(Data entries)
*** Block opens ***
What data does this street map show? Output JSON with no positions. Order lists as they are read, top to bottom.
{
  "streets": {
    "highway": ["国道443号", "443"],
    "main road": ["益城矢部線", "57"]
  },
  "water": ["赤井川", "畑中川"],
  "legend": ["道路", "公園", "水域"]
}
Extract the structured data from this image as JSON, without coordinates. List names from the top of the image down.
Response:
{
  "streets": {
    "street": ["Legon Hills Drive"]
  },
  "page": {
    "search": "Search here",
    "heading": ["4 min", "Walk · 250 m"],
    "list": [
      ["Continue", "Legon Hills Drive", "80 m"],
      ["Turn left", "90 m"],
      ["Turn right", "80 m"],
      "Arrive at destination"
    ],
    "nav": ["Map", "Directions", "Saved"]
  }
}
*** Block closes ***
[What needs to be done] Please give all the entries above again, exactly as they stand.

[Answer to this task]
What data does this street map show? Output JSON with no positions. Order lists as they are read, top to bottom.
{
  "streets": {
    "highway": ["国道443号", "443"],
    "main road": ["益城矢部線", "57"]
  },
  "water": ["赤井川", "畑中川"],
  "legend": ["道路", "公園", "水域"]
}
Extract the structured data from this image as JSON, without coordinates. List names from the top of the image down.
Response:
{
  "streets": {
    "street": ["Legon Hills Drive"]
  },
  "page": {
    "search": "Search here",
    "heading": ["4 min", "Walk · 250 m"],
    "list": [
      ["Continue", "Legon Hills Drive", "80 m"],
      ["Turn left", "90 m"],
      ["Turn right", "80 m"],
      "Arrive at destination"
    ],
    "nav": ["Map", "Directions", "Saved"]
  }
}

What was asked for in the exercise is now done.